• _Supplied records_
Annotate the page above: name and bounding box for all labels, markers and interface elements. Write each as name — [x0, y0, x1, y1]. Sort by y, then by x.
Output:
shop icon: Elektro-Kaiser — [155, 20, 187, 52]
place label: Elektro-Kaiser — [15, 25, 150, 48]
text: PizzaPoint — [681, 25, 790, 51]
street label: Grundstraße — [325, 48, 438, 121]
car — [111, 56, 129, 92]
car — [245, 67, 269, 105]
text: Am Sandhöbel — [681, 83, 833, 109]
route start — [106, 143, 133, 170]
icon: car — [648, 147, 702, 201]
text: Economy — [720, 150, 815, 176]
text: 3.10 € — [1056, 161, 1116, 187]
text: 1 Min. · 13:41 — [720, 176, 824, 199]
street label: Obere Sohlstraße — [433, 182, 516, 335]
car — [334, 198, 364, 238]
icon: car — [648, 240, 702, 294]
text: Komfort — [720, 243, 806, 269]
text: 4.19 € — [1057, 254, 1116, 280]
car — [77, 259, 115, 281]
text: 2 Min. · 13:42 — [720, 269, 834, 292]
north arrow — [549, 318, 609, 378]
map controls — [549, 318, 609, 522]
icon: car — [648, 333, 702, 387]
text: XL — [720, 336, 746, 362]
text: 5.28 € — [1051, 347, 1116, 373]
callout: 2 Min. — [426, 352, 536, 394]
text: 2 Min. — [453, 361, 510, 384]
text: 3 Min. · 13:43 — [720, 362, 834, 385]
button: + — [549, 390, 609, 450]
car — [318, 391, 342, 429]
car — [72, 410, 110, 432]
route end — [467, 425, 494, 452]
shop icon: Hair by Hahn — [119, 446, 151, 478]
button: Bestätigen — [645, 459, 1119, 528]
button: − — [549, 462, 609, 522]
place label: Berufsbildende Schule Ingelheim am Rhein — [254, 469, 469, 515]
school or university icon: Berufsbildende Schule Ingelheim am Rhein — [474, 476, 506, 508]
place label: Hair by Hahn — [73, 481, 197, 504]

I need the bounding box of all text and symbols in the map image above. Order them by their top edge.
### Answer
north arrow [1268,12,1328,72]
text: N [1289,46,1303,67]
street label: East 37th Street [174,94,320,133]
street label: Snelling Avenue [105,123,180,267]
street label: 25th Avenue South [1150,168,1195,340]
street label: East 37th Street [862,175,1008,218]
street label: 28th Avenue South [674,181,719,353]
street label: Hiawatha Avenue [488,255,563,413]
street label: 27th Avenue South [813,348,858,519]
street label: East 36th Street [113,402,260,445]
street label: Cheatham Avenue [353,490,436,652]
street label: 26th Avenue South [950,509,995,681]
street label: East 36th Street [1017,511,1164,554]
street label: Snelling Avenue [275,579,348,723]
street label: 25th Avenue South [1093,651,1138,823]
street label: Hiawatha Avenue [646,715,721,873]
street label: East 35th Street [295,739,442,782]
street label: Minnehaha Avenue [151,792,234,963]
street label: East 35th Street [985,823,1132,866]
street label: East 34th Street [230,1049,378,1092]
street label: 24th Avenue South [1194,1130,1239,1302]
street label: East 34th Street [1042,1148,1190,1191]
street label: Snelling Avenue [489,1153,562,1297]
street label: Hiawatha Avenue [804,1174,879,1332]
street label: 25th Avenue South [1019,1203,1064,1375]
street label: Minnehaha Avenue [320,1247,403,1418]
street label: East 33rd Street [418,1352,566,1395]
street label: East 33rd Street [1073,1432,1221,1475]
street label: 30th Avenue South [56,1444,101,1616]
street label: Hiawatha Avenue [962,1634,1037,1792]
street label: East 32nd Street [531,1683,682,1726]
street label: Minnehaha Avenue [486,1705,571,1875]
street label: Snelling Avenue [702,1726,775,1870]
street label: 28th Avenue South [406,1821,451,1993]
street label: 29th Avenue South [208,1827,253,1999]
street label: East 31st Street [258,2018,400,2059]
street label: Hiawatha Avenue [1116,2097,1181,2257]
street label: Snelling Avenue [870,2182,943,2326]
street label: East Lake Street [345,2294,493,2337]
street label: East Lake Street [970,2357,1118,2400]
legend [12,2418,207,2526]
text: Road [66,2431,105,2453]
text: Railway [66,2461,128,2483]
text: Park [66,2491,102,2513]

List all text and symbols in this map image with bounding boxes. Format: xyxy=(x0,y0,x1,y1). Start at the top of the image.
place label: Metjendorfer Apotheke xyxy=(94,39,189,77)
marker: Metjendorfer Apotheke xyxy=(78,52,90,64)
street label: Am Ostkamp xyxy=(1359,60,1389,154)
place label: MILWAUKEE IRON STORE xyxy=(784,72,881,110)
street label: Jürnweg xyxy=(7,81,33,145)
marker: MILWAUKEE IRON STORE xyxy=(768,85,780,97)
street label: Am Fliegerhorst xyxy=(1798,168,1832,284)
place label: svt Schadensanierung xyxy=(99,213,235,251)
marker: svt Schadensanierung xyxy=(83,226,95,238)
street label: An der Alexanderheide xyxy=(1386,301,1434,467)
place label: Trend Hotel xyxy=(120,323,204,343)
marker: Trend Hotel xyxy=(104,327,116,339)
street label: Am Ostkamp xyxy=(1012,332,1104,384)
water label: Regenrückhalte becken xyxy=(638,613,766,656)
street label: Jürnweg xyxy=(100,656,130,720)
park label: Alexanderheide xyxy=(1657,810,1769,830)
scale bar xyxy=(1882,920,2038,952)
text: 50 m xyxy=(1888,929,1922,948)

• _Directions for this task_
Each entry must appear in the reply exactly as written.

• _Written solution_
Annotate the page above: name and bounding box for all labels, markers and interface elements. Write each as name — [x0, y0, x1, y1]. Sort by y, then by x.
Output:
shop icon: Elektro-Kaiser — [155, 20, 187, 52]
place label: Elektro-Kaiser — [15, 25, 150, 48]
text: PizzaPoint — [681, 25, 790, 51]
street label: Grundstraße — [325, 48, 438, 121]
car — [111, 56, 129, 92]
car — [245, 67, 269, 105]
text: Am Sandhöbel — [681, 83, 833, 109]
route start — [106, 143, 133, 170]
icon: car — [648, 147, 702, 201]
text: Economy — [720, 150, 815, 176]
text: 3.10 € — [1056, 161, 1116, 187]
text: 1 Min. · 13:41 — [720, 176, 824, 199]
street label: Obere Sohlstraße — [433, 182, 516, 335]
car — [334, 198, 364, 238]
icon: car — [648, 240, 702, 294]
text: Komfort — [720, 243, 806, 269]
text: 4.19 € — [1057, 254, 1116, 280]
car — [77, 259, 115, 281]
text: 2 Min. · 13:42 — [720, 269, 834, 292]
north arrow — [549, 318, 609, 378]
map controls — [549, 318, 609, 522]
icon: car — [648, 333, 702, 387]
text: XL — [720, 336, 746, 362]
text: 5.28 € — [1051, 347, 1116, 373]
callout: 2 Min. — [426, 352, 536, 394]
text: 2 Min. — [453, 361, 510, 384]
text: 3 Min. · 13:43 — [720, 362, 834, 385]
button: + — [549, 390, 609, 450]
car — [318, 391, 342, 429]
car — [72, 410, 110, 432]
route end — [467, 425, 494, 452]
shop icon: Hair by Hahn — [119, 446, 151, 478]
button: Bestätigen — [645, 459, 1119, 528]
button: − — [549, 462, 609, 522]
place label: Berufsbildende Schule Ingelheim am Rhein — [254, 469, 469, 515]
school or university icon: Berufsbildende Schule Ingelheim am Rhein — [474, 476, 506, 508]
place label: Hair by Hahn — [73, 481, 197, 504]

I need the bounding box of all text and symbols in the map image above. Order them by their top edge.
### Answer
north arrow [1268,12,1328,72]
text: N [1289,46,1303,67]
street label: East 37th Street [174,94,320,133]
street label: Snelling Avenue [105,123,180,267]
street label: 25th Avenue South [1150,168,1195,340]
street label: East 37th Street [862,175,1008,218]
street label: 28th Avenue South [674,181,719,353]
street label: Hiawatha Avenue [488,255,563,413]
street label: 27th Avenue South [813,348,858,519]
street label: East 36th Street [113,402,260,445]
street label: Cheatham Avenue [353,490,436,652]
street label: 26th Avenue South [950,509,995,681]
street label: East 36th Street [1017,511,1164,554]
street label: Snelling Avenue [275,579,348,723]
street label: 25th Avenue South [1093,651,1138,823]
street label: Hiawatha Avenue [646,715,721,873]
street label: East 35th Street [295,739,442,782]
street label: Minnehaha Avenue [151,792,234,963]
street label: East 35th Street [985,823,1132,866]
street label: East 34th Street [230,1049,378,1092]
street label: 24th Avenue South [1194,1130,1239,1302]
street label: East 34th Street [1042,1148,1190,1191]
street label: Snelling Avenue [489,1153,562,1297]
street label: Hiawatha Avenue [804,1174,879,1332]
street label: 25th Avenue South [1019,1203,1064,1375]
street label: Minnehaha Avenue [320,1247,403,1418]
street label: East 33rd Street [418,1352,566,1395]
street label: East 33rd Street [1073,1432,1221,1475]
street label: 30th Avenue South [56,1444,101,1616]
street label: Hiawatha Avenue [962,1634,1037,1792]
street label: East 32nd Street [531,1683,682,1726]
street label: Minnehaha Avenue [486,1705,571,1875]
street label: Snelling Avenue [702,1726,775,1870]
street label: 28th Avenue South [406,1821,451,1993]
street label: 29th Avenue South [208,1827,253,1999]
street label: East 31st Street [258,2018,400,2059]
street label: Hiawatha Avenue [1116,2097,1181,2257]
street label: Snelling Avenue [870,2182,943,2326]
street label: East Lake Street [345,2294,493,2337]
street label: East Lake Street [970,2357,1118,2400]
legend [12,2418,207,2526]
text: Road [66,2431,105,2453]
text: Railway [66,2461,128,2483]
text: Park [66,2491,102,2513]

List all text and symbols in this map image with bounding boxes. Format: xyxy=(x0,y0,x1,y1). Start at the top of the image.
place label: Metjendorfer Apotheke xyxy=(94,39,189,77)
marker: Metjendorfer Apotheke xyxy=(78,52,90,64)
street label: Am Ostkamp xyxy=(1359,60,1389,154)
place label: MILWAUKEE IRON STORE xyxy=(784,72,881,110)
street label: Jürnweg xyxy=(7,81,33,145)
marker: MILWAUKEE IRON STORE xyxy=(768,85,780,97)
street label: Am Fliegerhorst xyxy=(1798,168,1832,284)
place label: svt Schadensanierung xyxy=(99,213,235,251)
marker: svt Schadensanierung xyxy=(83,226,95,238)
street label: An der Alexanderheide xyxy=(1386,301,1434,467)
place label: Trend Hotel xyxy=(120,323,204,343)
marker: Trend Hotel xyxy=(104,327,116,339)
street label: Am Ostkamp xyxy=(1012,332,1104,384)
water label: Regenrückhalte becken xyxy=(638,613,766,656)
street label: Jürnweg xyxy=(100,656,130,720)
park label: Alexanderheide xyxy=(1657,810,1769,830)
scale bar xyxy=(1882,920,2038,952)
text: 50 m xyxy=(1888,929,1922,948)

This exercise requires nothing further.